▸ WORK TO BE COMPLETED: The answer must be every line of the records below that holds the word "strong".
─── GIVEN RECORDS
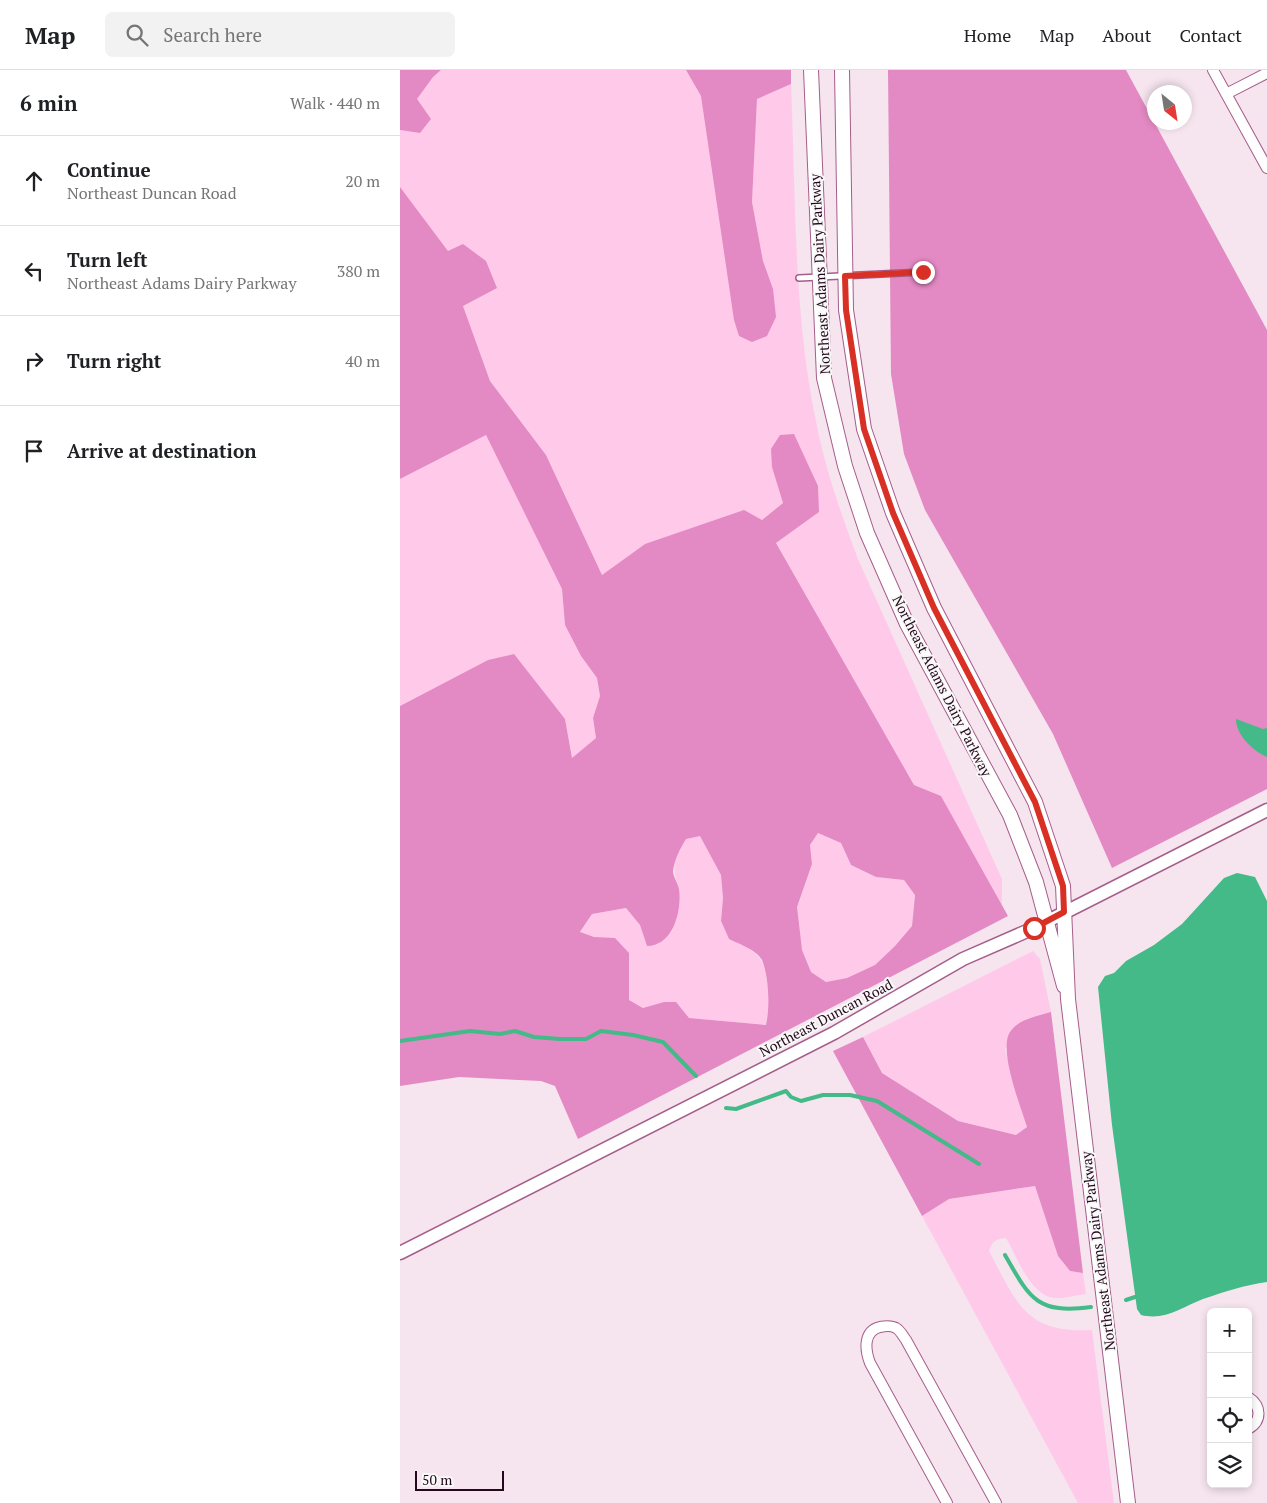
<!DOCTYPE html>
<html lang="en">
<head>
<meta charset="utf-8">
<style>
  body { margin:0; font-family:"PT Serif",serif; background:#f2f2f2; color:#202124 }
  .controls { position:absolute; right:15px; bottom:15px; display:grid; overflow:hidden; border-radius:8px; box-shadow:0 2px 8px #0003 }
  .controls button { width:45px; height:45px; display:grid; place-items:center; padding:0; border:0; border-bottom:1px solid #e0e0e0; background:#fff; color:#202124; font:25px sans-serif }
  .compass { position:absolute; left:747px; top:15px; width:45px; height:45px; border-radius:50%; background:#fff; box-shadow:0 2px 8px #0003; rotate:150deg }
  .scale { position:absolute; left:15px; bottom:12px; width:89px; box-sizing:border-box; padding-left:5px; border:2px solid #24081b; border-top:0; font-size:14px; line-height:18px; white-space:nowrap; color:#24081b; -webkit-text-stroke:4px #f8f8f8; paint-order:stroke }
  .stop { position:absolute; width:15px; height:15px; margin:-11px; border:4px solid #d93025; border-radius:50%; background:#fff }
  .stop.end { background:#d93025; border-color:#fff; box-shadow:0 1px 5px #0008 }
  .list { margin:0; padding:0; list-style:none }
  h2 { display:flex; justify-content:space-between; align-items:center; height:65px; margin:0; padding:0 20px; font-size:21px }
  h2 small { font-size:16px; font-weight:400; color:#757577 }
  .list li { display:grid; grid-template-columns:32px 1fr auto; gap:15px; align-items:center; box-sizing:border-box; height:90px; padding:0 20px; border-top:1px solid #e0e0e0 }
  .list b { display:block; font-size:19px; white-space:nowrap }
  .list p { margin:0; font-size:16px; white-space:nowrap; color:#757577 }
  .list em { font-size:16px; font-style:normal; color:#757577 }
  .icon { flex:none; width:28px; height:28px; fill:none; stroke:currentColor; stroke-width:2; stroke-linecap:round; stroke-linejoin:round }
  .map { position:relative; flex:none; width:867px; height:1433px; overflow:hidden }
  header { display:flex; align-items:center; gap:30px; box-sizing:border-box; height:70px; padding:0 25px; background:#fff; border-bottom:1px solid #e0e0e0 }
  header strong { font-size:24px }
  nav { display:flex; gap:28px; margin-inline-start:auto; font-size:18px }
  .search { width:350px; height:45px; background:#f2f2f2; display:flex; align-items:center; gap:12px; box-sizing:border-box; padding:0 18px; border-radius:8px; color:#757577; font-size:19px }
  main { display:flex }
  aside { flex:1; background:#fff }
  .map>svg:first-child { display:block }
  .green { fill:#ffcaea }
  .forest { fill:#e389c3; fill-rule:evenodd }
  .water { fill:#43ba88 }
  .lines { fill:none; stroke-linecap:round; stroke-linejoin:round }
  .stream { stroke:#43ba88; stroke-width:4 }
  .service-casing { stroke:#a55e8b; stroke-width:8 }
  .minor-casing { stroke:#a55e8b; stroke-width:12 }
  .tertiary-casing { stroke:#a55e8b; stroke-width:15 }
  .secondary-casing { stroke:#a55e8b; stroke-width:16 }
  .service { stroke:#fff; stroke-width:5 }
  .minor { stroke:#fff; stroke-width:10 }
  .tertiary { stroke:#fff; stroke-width:12 }
  .secondary { stroke:#fff; stroke-width:14 }
  .route { stroke:#d93025; stroke-width:6 }
  .labels { text-anchor:middle; stroke-width:4; stroke-linejoin:round; paint-order:stroke }
  .street-label { font-size:14px; fill:#24081b; stroke:#f8f8f8 }
</style>
</head>
<body>
<header>
<strong>Map</strong>
<div class="search"><svg class="icon" aria-label="search" viewBox="0 0 24 24"><circle cx="10" cy="10" r="6"/><path d="M15 15l6 6"/></svg>Search here</div>
<nav><a>Home</a><a>Map</a><a>About</a><a>Contact</a></nav>
</header>
<main>
<aside>
<h2>6 min<small>Walk · 440 m</small></h2>
<ul class="list">
<li><svg class="icon" aria-label="ahead" viewBox="0 0 24 24"><path d="M12 20V5M6 11l6-6 6 6"/></svg><div><b>Continue</b><p>Northeast Duncan Road</p></div><em>20 m</em></li>
<li><svg class="icon" aria-label="left" viewBox="0 0 24 24"><path d="M17 20v-9H6M10 6l-5 5 5 5"/></svg><div><b>Turn left</b><p>Northeast Adams Dairy Parkway</p></div><em>380 m</em></li>
<li><svg class="icon" aria-label="right" viewBox="0 0 24 24"><path d="M7 20v-9h11M14 6l5 5-5 5"/></svg><div><b>Turn right</b></div><em>40 m</em></li>
<li><svg class="icon" aria-label="arrive" viewBox="0 0 24 24"><path d="M6 21V4h12l-3 4 3 4H6"/></svg><div><b>Arrive at destination</b></div></li>
</ul>
</aside>
<div class="map">
<svg width="867" height="1433" viewBox="0 0 867 1433">
  <rect width="100%" height="100%" fill="#f6e5ef"/>
  <path class="green" d="M 41,0 L 286,0 L 301,26 L 373,219 L 363,191 L 352,132 L 357,29 L 391,14 C 396,126 393,241 416,351 C 425,398 441,444 458,489 L 602,809 L 602,836 L 541,726 L 514,715 L 376,473 L 419,442 L 379,419 L 383,433 L 362,450 L 245,474 L 202,505 L 146,385 L 90,311 L 63,236 L 48,181 L 0,117 L 0,60 L 20,63 L 17,29 L 33,6 Z
    M 86,365 L 162,519 L 165,555 L 181,586 L 197,608 L 200,626 L 193,648 L 196,668 L 172,688 L 165,649 L 88,590 L 0,636 L 0,409 Z
    M 418,763 L 441,773 L 451,795 L 476,807 L 504,810 L 515,824 L 512,856 L 495,876 L 475,895 L 447,908 L 426,912 L 411,902 L 402,880 L 398,862 L 397,837 L 412,794 L 410,775 Z
    M 300,765 L 321,805 L 323,828 L 321,851 L 329,869 C 339,874 356,880 361,890 C 370,907 369,937 367,955 L 289,948 L 264,932 L 244,938 L 229,930 L 228,883 L 215,869 L 194,867 L 180,863 L 192,844 L 226,838 L 240,855 L 247,876 L 279,818 C 270,796 275,788 286,769 Z
    M 633,881 L 640,889 L 651,942 L 626,949 L 605,979 L 627,1057 L 616,1065 L 558,1051 L 482,1003 L 463,967 Z
    M 635,1116 L 658,1186 L 670,1201 L 683,1203 L 686,1224 C 676,1225 664,1229 654,1228 C 630,1225 617,1187 606,1168 C 596,1169 592,1171 589,1181 C 617,1233 625,1264 692,1260 L 714,1433 L 678,1433 L 522,1146 L 549,1129 Z"/>
  <path class="forest" d="M 0,0 L 41,0 L 33,7 L 17,29 L 31,49 L 20,63 L 0,60 Z
    M 286,0 L 391,0 L 391,14 L 357,29 L 352,132 L 363,191 L 373,219 L 376,247 L 367,266 L 352,272 L 339,266 L 334,250 L 301,26 Z
    M 488,0 L 726,0 L 867,260 L 867,719 L 712,798 L 653,664 L 525,440 L 504,384 L 491,304 Z
    M 0,117 L 48,181 L 63,174 L 86,191 L 97,218 L 63,236 L 90,311 L 146,385 L 202,505 L 245,474 L 344,440 L 362,450 L 383,433 L 372,397 L 371,379 L 380,365 L 394,364 L 418,416 L 419,442 L 376,473 L 514,715 L 541,726 L 608,846 L 178,1069 L 155,1016 L 141,1011 L 59,1007 L 0,1016 L 0,636 L 88,590 L 114,584 L 165,649 L 172,688 L 196,668 L 193,648 L 200,626 L 197,608 L 181,586 L 165,555 L 162,519 L 86,365 L 0,409 ZM 418,763 L 441,773 L 451,795 L 476,807 L 504,810 L 515,825 L 512,856 L 495,876 L 475,895 L 447,908 L 426,912 L 411,902 L 402,880 L 397,837 L 412,794 L 410,775 ZM 300,766 L 321,805 L 323,828 L 321,851 L 329,869 C 339,874 357,880 362,890 C 369,907 370,938 366,955 L 289,948 L 276,932 L 264,932 L 243,938 L 229,930 L 229,883 L 215,868 L 194,867 L 180,862 L 192,844 L 226,838 L 240,855 L 247,876 C 273,876 282,841 279,819 C 278,813 273,807 273,801 C 275,788 280,779 286,769 Z
    M 651,942 L 683,1203 L 670,1201 L 658,1186 L 635,1116 L 549,1129 L 522,1146 L 433,981 L 463,967 L 482,1003 L 558,1051 L 616,1065 L 627,1057 C 621,1037 598,980 610,962 C 618,949 638,946 651,942 Z"/>
  <path class="water" d="M 836,649 L 863,659 L 867,658 L 867,687 C 853,681 836,665 836,649 Z
    M 837,803 L 855,807 L 867,831 L 867,1212 C 845,1215 824,1222 803,1229 C 782,1237 765,1251 741,1245 L 737,1239 L 712,1055 L 698,917 L 705,906 L 714,903 L 726,891 L 754,875 L 782,854 L 824,808 Z"/>
  <g class="lines">
    <path class="stream" d="M 0,971 L 70,961 L 100,964 L 115,961 L 134,967 L 160,969 L 186,969 L 201,961 L 233,965 L 263,972 L 296,1006
      M 326,1038 L 336,1039 L 386,1021 L 391,1027 L 401,1031 L 423,1025 L 450,1025 L 477,1031 L 579,1094
      M 605,1185 C 630,1229 637,1244 691,1237
      M 726,1230 L 735,1227"/>
    <g class="service-casing">
      <path id="service" d="M 399,208 L 523,202"/>
    </g>
    <g class="minor-casing">
      <path id="minor" d="M 813,0 L 867,98
        M 826,24 L 867,3
        M 848,1327 C 862,1336 862,1351 848,1359
        M 547,1433 L 470,1293 C 465,1280 463,1261 480,1257 C 485,1256 491,1255 496,1258 C 500,1260 503,1266 506,1270 L 596,1433"/>
    </g>
    <g class="tertiary-casing">
      <path id="tertiary" d="M 0,1183 L 434,963 L 563,889 L 634,858 L 867,740"/>
    </g>
    <g class="secondary-casing">
      <path id="secondary" d="M 411,0 L 424,308 L 445,396 L 467,463 L 507,554 L 610,745 L 636,812 L 664,916
        M 442,0 L 446,240 L 464,359 L 493,443 L 534,538 L 635,732 L 663,816 L 668,929 L 728,1433"/>
    </g>
    <use href="#service" class="service"/>
    <use href="#minor" class="minor"/>
    <use href="#tertiary" class="tertiary"/>
    <use href="#secondary" class="secondary"/>
  </g>
  <g class="lines">
    <path class="route" d="M 523,202 L 445,206 L 446,240 L 464,359 L 493,443 L 534,538 L 635,732 L 663,816 L 664,842 L 634,858"/>
  </g>
  <g class="labels">
    <g class="street-label">
      <text transform="translate(420 204) rotate(-93)" y="5">Northeast Adams Dairy Parkway</text>
      <text transform="translate(542 616) rotate(63)" y="5">Northeast Adams Dairy Parkway</text>
      <text transform="translate(426 948) rotate(-28)" y="5">Northeast Duncan Road</text>
      <text transform="translate(698 1181) rotate(-97)" y="5">Northeast Adams Dairy Parkway</text>
    </g>
  </g>
</svg>
<div class="controls">
<button>+</button>
<button>−</button>
<button><svg class="icon" aria-label="locate" viewBox="0 0 24 24"><circle cx="12" cy="12" r="6"/><path d="M12 2v4M12 18v4M2 12h4M18 12h4"/></svg></button>
<button><svg class="icon" aria-label="layers" viewBox="0 0 24 24"><path d="M12 4l9 5-9 5-9-5zM3 14l9 5 9-5"/></svg></button>
</div>
<svg class="compass" viewBox="-18 -18 36 36"><path d="M0-13l5 13h-10z" fill="#e53935"/><path d="M0 13l5-13h-10z" fill="#757577"/></svg>
<div class="scale">50 m</div>
<div class="stop" style="left:634px;top:858px"></div>
<div class="stop end" style="left:523px;top:202px"></div>
</div>
</main>
</body>
</html>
──────
▸ ANSWER BOX:
  header strong { font-size:24px }
<strong>Map</strong>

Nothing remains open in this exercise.